Use Container Apps (apps) when work is continuously available and request-driven.

Decision area Use Job Use App
Workload lifetime Finite execution Long-running process
Trigger mode Manual, scheduled, event-driven HTTP and scaler-driven service runtime
Ingress requirement Usually none Common for APIs
Retry ownership Platform execution retry + app idempotency App and queue semantics
Cost shape Execution window based Baseline plus scale

Signals you should switch from app to job:

  • The process wakes up only on timer/queue and idles otherwise.
  • Success is defined by "completed with exit code 0".
  • You need execution history as an operational artifact.

Signals you should switch from job to app:

  • You require low-latency request serving.
  • Work cannot tolerate cold startup at each run.
  • Stateful session behavior is expected across requests.

Trigger type design: Manual, Scheduled, Event-driven

Container Apps Jobs support three trigger models. Match trigger to operational intent.

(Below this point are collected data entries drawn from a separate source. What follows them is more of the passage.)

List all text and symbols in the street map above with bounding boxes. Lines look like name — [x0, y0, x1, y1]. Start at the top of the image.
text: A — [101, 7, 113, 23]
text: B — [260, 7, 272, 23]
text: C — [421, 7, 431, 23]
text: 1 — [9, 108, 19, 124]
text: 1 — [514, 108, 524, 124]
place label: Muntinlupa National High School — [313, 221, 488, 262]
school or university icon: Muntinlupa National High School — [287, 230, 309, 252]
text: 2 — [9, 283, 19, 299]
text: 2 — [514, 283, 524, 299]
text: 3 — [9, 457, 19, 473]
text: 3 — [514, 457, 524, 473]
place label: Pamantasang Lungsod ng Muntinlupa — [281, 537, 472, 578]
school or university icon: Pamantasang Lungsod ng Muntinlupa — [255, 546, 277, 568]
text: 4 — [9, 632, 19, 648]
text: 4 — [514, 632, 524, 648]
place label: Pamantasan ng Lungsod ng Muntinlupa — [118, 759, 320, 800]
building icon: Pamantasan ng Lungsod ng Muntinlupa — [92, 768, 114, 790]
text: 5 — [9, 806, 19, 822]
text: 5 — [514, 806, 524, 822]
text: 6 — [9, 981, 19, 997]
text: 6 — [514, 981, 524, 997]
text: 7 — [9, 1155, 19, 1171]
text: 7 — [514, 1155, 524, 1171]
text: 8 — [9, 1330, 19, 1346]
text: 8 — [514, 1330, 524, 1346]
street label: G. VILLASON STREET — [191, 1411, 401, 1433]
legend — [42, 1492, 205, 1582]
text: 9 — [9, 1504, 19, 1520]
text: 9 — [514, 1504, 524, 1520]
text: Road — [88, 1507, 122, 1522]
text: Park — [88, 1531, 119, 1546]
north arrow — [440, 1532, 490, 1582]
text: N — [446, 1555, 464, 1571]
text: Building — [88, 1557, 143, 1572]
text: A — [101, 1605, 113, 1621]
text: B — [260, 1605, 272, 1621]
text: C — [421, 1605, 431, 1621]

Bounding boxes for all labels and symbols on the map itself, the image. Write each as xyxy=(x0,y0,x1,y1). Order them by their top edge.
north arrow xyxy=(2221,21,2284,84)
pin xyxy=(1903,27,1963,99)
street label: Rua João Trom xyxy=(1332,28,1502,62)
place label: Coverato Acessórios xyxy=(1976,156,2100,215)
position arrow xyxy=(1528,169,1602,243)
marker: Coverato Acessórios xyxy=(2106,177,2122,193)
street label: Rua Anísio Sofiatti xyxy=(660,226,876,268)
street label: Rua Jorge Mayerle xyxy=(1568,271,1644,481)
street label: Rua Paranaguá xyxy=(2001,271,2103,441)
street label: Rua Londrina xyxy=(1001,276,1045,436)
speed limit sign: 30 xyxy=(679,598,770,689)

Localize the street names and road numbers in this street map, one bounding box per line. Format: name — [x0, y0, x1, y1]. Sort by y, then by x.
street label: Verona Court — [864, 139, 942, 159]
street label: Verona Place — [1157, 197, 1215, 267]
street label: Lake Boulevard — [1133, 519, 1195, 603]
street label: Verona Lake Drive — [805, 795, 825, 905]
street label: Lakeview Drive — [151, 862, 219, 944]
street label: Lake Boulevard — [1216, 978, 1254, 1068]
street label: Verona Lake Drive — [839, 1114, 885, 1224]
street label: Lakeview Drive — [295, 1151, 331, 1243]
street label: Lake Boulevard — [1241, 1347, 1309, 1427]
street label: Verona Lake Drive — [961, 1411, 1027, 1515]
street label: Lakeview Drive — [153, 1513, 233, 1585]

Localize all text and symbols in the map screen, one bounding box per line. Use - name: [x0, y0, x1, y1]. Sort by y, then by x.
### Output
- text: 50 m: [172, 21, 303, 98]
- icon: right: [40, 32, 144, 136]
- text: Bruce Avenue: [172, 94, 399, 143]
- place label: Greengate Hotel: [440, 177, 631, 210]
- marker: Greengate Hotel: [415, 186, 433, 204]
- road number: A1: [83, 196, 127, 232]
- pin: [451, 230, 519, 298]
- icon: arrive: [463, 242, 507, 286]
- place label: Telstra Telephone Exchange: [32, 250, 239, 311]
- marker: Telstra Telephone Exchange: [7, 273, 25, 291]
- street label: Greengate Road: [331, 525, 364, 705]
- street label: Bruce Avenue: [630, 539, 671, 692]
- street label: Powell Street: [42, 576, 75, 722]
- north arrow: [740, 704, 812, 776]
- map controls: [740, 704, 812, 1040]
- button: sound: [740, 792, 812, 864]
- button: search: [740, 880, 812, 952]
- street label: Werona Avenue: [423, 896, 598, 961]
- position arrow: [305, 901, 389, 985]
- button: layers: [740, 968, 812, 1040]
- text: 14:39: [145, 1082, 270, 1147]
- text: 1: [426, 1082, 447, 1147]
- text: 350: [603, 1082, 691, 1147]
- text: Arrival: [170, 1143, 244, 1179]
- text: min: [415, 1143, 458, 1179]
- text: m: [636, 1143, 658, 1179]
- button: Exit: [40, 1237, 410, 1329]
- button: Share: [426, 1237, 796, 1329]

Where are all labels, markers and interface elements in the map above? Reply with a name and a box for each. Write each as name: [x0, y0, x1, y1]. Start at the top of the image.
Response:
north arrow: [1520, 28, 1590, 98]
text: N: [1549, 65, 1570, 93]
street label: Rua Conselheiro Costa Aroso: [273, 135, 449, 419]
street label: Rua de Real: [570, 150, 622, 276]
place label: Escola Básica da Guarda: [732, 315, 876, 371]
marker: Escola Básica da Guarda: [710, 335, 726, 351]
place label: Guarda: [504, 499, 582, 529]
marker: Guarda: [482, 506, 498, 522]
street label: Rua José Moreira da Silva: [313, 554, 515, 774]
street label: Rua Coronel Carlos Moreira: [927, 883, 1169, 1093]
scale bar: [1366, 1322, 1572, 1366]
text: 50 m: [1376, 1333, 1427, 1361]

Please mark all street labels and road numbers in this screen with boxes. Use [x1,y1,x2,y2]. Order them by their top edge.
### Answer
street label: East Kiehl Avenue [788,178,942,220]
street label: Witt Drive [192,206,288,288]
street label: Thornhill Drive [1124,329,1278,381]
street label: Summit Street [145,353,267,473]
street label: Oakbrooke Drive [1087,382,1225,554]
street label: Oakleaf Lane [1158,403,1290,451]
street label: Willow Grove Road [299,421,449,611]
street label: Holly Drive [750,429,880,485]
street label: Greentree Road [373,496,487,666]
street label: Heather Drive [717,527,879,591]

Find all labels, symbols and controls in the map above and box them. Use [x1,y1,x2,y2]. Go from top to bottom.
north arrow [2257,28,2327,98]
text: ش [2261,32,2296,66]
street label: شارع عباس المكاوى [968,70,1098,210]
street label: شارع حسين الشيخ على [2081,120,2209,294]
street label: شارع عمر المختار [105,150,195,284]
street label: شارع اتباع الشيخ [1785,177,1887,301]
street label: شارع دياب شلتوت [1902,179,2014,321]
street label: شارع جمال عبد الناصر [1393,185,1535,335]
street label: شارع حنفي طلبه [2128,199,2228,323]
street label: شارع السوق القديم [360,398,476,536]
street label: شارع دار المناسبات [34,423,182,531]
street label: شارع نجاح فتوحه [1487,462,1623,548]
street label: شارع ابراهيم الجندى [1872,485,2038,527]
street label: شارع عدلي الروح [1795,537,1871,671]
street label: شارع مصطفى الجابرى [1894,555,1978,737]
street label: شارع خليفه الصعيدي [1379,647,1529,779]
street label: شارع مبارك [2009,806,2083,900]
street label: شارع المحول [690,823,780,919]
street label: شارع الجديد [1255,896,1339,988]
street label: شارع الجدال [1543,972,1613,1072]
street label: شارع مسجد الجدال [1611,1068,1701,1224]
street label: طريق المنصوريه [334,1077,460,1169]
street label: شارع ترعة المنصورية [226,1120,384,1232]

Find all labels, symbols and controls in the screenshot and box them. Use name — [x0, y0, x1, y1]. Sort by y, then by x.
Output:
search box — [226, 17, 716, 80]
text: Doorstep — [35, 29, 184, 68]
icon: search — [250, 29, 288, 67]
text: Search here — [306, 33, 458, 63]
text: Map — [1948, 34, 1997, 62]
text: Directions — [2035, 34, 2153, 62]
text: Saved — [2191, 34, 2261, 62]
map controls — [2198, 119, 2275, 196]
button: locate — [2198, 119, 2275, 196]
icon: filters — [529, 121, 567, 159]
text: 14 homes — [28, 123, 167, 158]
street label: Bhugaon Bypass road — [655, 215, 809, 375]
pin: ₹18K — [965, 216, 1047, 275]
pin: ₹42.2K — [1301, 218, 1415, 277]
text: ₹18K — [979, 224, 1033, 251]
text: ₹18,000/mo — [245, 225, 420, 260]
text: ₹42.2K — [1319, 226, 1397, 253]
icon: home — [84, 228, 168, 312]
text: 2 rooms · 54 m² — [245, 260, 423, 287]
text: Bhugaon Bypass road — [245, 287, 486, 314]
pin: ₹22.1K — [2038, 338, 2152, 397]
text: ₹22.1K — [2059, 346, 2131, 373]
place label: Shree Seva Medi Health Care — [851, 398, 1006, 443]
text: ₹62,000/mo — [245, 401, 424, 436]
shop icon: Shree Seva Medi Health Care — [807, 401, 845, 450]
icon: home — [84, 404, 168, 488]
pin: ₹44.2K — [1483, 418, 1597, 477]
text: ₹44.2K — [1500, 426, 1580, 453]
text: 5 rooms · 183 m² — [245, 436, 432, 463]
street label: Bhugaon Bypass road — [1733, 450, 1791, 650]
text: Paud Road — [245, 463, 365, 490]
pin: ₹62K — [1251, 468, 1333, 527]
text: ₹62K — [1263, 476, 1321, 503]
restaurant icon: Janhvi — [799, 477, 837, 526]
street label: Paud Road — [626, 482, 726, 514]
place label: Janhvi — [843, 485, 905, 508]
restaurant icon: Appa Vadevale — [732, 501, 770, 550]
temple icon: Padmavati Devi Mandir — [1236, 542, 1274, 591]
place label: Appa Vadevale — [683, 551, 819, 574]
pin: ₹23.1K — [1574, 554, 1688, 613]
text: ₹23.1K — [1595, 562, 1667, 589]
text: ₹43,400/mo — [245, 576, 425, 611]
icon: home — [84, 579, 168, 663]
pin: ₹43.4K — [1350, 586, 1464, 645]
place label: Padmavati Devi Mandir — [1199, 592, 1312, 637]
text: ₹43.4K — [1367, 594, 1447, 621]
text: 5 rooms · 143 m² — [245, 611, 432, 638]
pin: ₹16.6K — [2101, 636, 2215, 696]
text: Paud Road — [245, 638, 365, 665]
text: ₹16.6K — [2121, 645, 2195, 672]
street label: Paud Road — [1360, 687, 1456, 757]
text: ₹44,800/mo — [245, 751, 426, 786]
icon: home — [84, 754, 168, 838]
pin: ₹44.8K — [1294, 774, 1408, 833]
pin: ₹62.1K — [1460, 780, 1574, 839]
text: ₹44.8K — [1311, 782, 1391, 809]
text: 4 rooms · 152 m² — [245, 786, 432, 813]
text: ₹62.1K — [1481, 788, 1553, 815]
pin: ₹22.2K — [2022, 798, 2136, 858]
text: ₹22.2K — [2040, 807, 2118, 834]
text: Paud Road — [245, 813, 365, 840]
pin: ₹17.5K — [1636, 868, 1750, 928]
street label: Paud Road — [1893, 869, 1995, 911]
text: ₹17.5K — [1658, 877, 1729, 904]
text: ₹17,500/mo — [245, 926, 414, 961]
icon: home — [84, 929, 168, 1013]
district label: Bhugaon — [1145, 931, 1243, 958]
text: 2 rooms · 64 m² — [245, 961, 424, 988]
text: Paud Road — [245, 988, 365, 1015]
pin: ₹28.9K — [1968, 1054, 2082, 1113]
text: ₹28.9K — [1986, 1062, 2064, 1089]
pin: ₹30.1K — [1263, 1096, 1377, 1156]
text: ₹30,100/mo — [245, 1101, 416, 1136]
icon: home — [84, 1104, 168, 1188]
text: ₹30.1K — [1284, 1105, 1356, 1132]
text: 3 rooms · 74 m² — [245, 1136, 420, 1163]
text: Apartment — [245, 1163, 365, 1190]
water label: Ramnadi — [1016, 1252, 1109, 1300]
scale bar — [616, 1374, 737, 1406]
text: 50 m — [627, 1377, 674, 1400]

Manual trigger (operator-controlled runs)

Manual jobs are useful for one-off tasks:

  • Backfill operations
  • Data repair and replay
  • Controlled maintenance windows

Create a manual job:

az containerapp job create \
  --name "$JOB_NAME" \
  --resource-group "$RG" \
  --environment "$ENVIRONMENT_NAME" \
  --trigger-type "Manual" \
  --replica-timeout 1800 \
  --replica-retry-limit 1 \
  --image "$ACR_NAME.azurecr.io/jobs/orders-reconcile:v1.0.0"

Start execution on demand:

az containerapp job start \
  --name "$JOB_NAME" \
  --resource-group "$RG"

Scheduled trigger (predictable recurring runs)

Scheduled jobs are best when time is the primary trigger.

Common examples:

  • Daily settlement calculations
  • Nightly cleanup
  • Hourly materialized view refresh

Create a scheduled job:

az containerapp job create \
  --name "$JOB_NAME" \
  --resource-group "$RG" \
  --environment "$ENVIRONMENT_NAME" \
  --trigger-type "Schedule" \
  --cron-expression "0 */2 * * *" \
  --replica-timeout 1200 \
  --replica-retry-limit 2 \
  --image "$ACR_NAME.azurecr.io/jobs/orders-reconcile:v1.0.0"

Cron timezone

Store and document cron expectations in UTC to avoid daylight saving ambiguity. Add business-local translation in your runbook.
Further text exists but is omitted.